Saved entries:
______

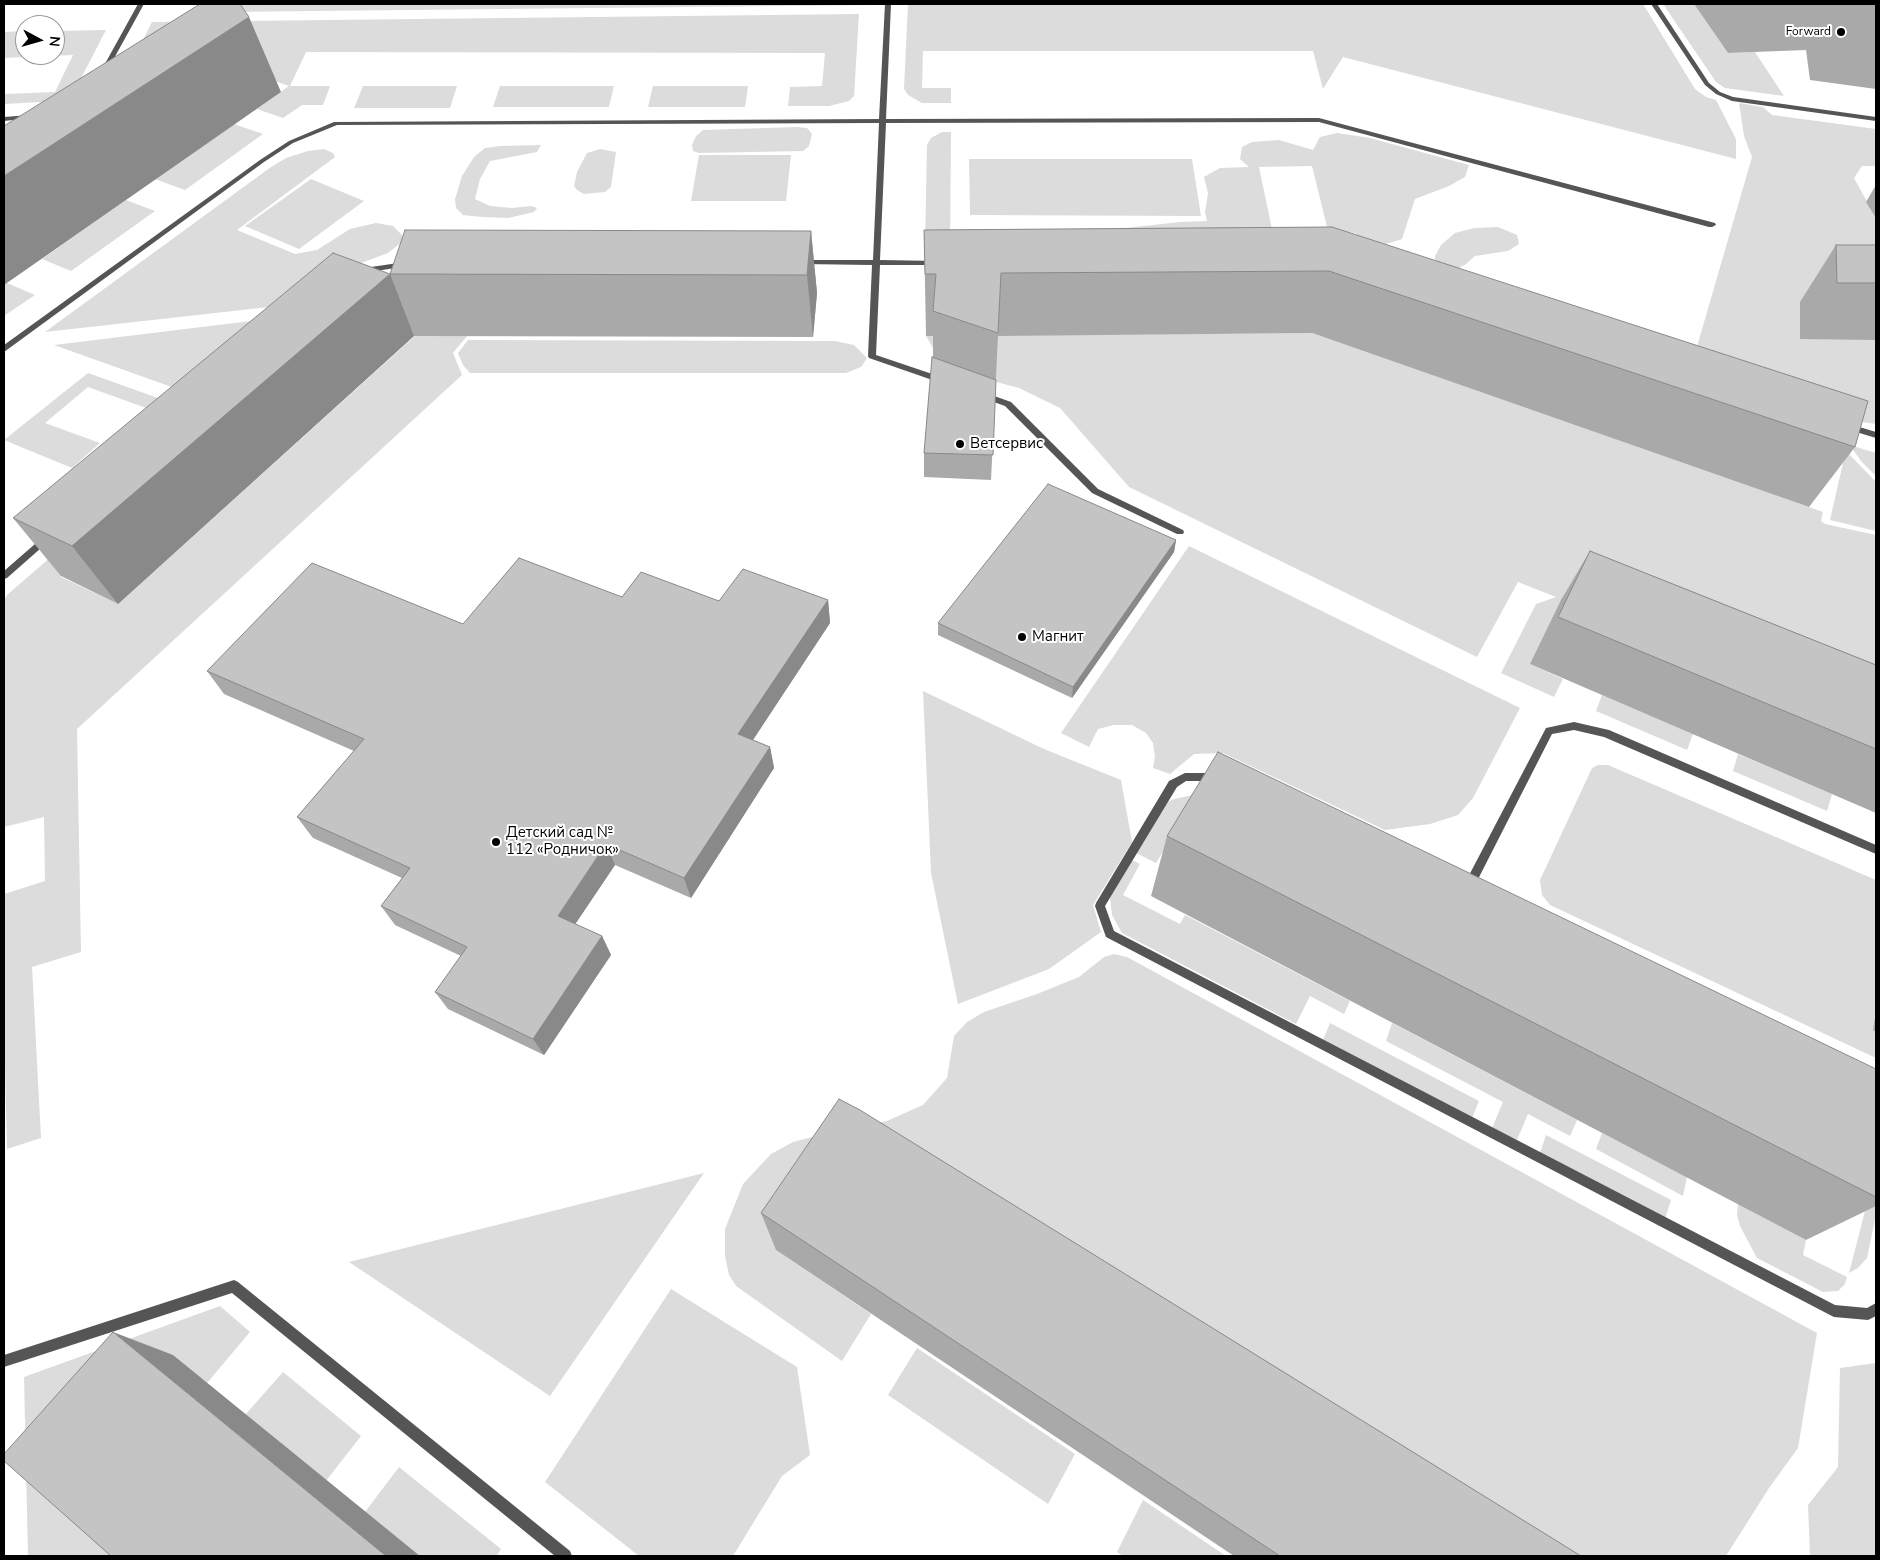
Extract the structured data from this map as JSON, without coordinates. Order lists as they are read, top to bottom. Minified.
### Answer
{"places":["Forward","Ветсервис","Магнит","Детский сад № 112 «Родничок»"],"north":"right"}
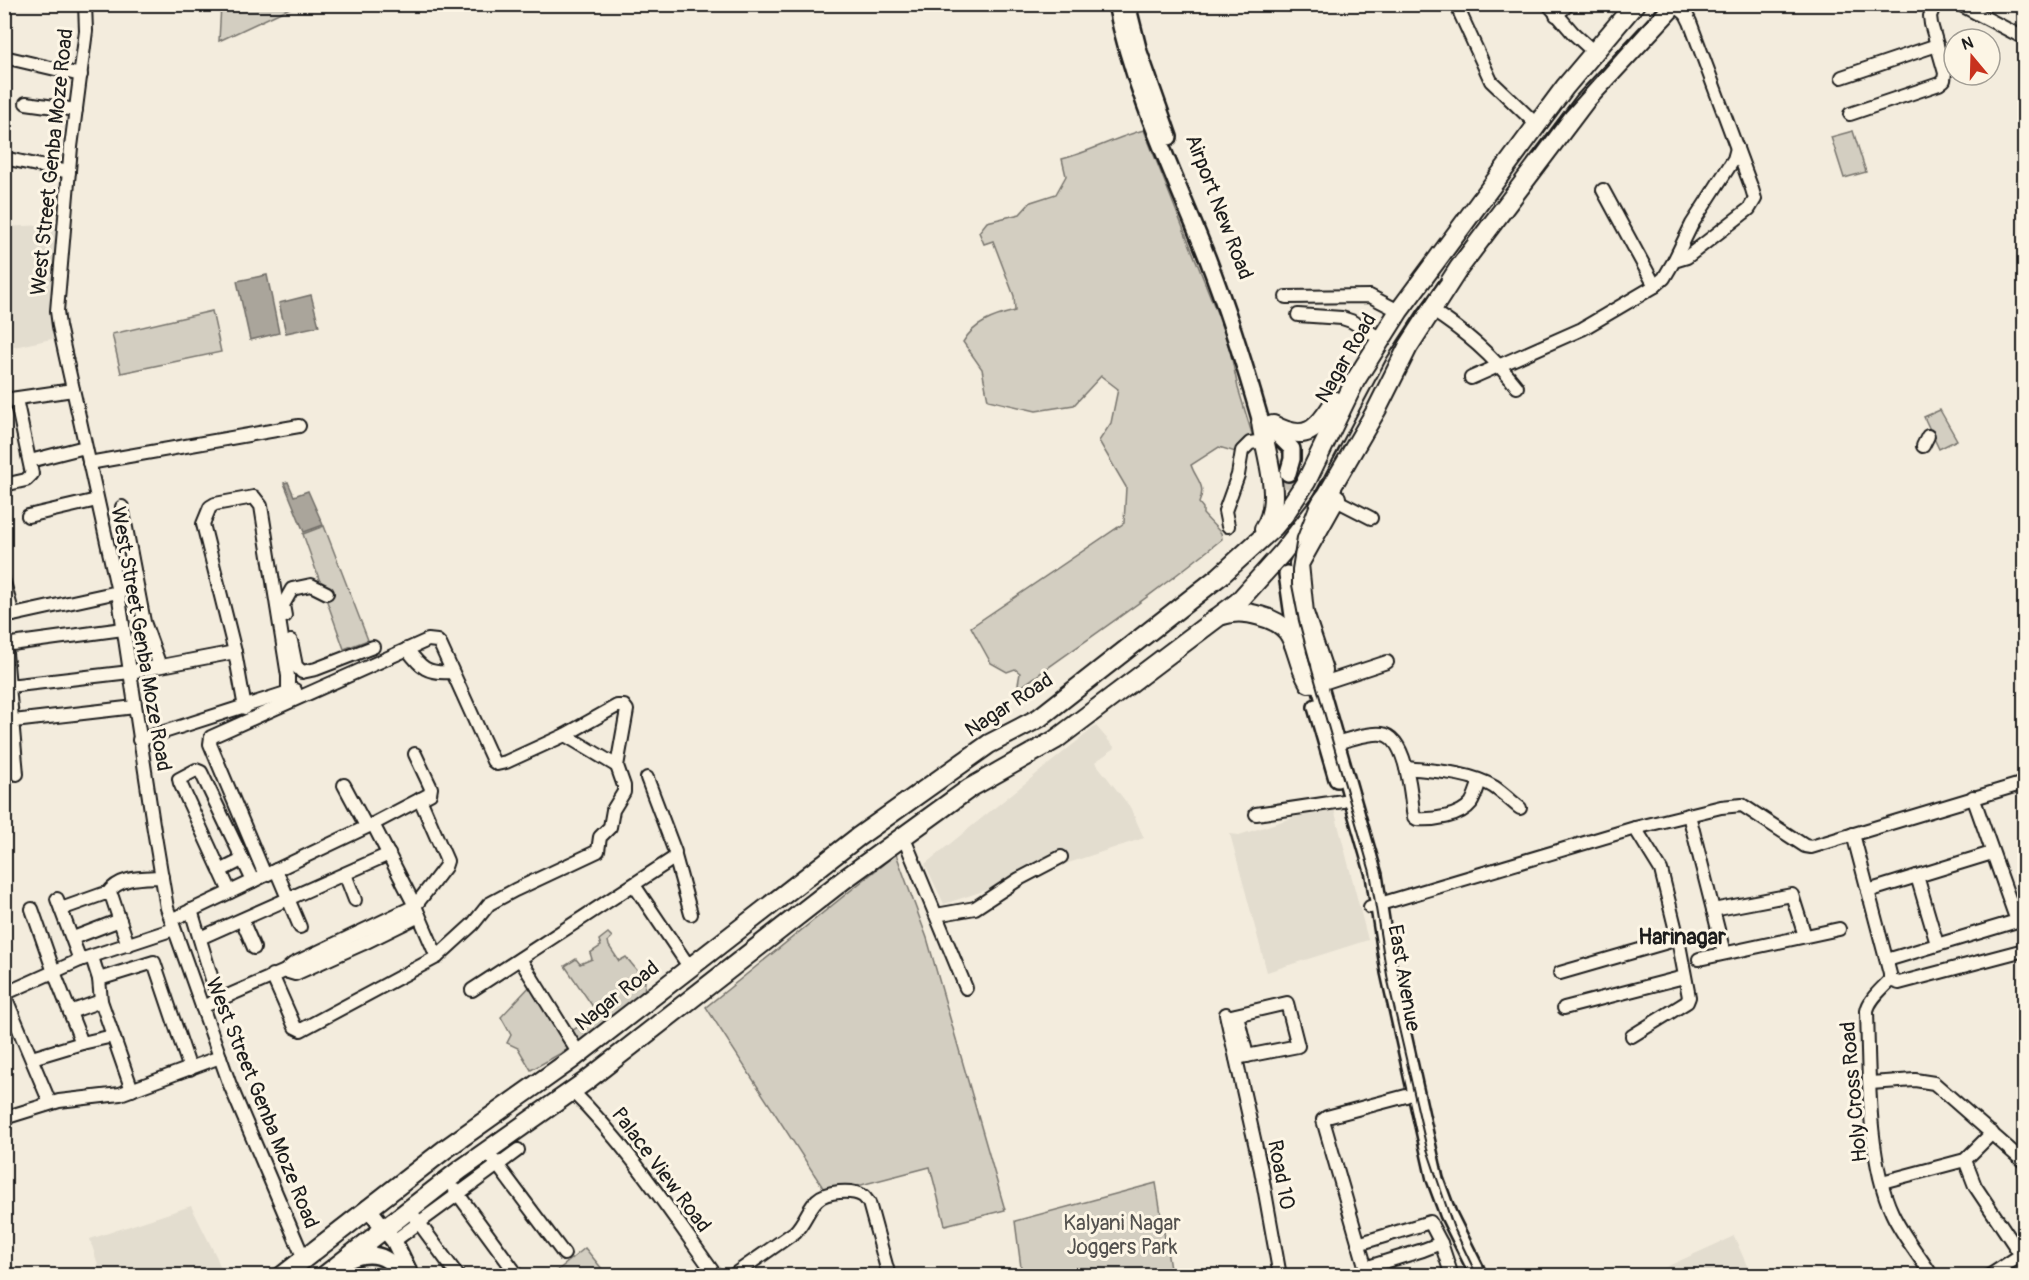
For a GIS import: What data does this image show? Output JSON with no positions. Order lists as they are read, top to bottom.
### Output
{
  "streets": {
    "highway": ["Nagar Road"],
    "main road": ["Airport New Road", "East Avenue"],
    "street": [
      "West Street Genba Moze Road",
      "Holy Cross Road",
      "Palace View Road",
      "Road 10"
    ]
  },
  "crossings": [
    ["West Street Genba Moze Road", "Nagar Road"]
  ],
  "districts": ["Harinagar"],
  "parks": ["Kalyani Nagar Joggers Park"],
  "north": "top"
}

______

Collect every line above that contains the word "lists".

Extract the structured data from this map as JSON, without coordinates. Order lists as they are read, top to bottom. Minified.
For a GIS import: What data does this image show? Output JSON with no positions. Order lists as they are read, top to bottom.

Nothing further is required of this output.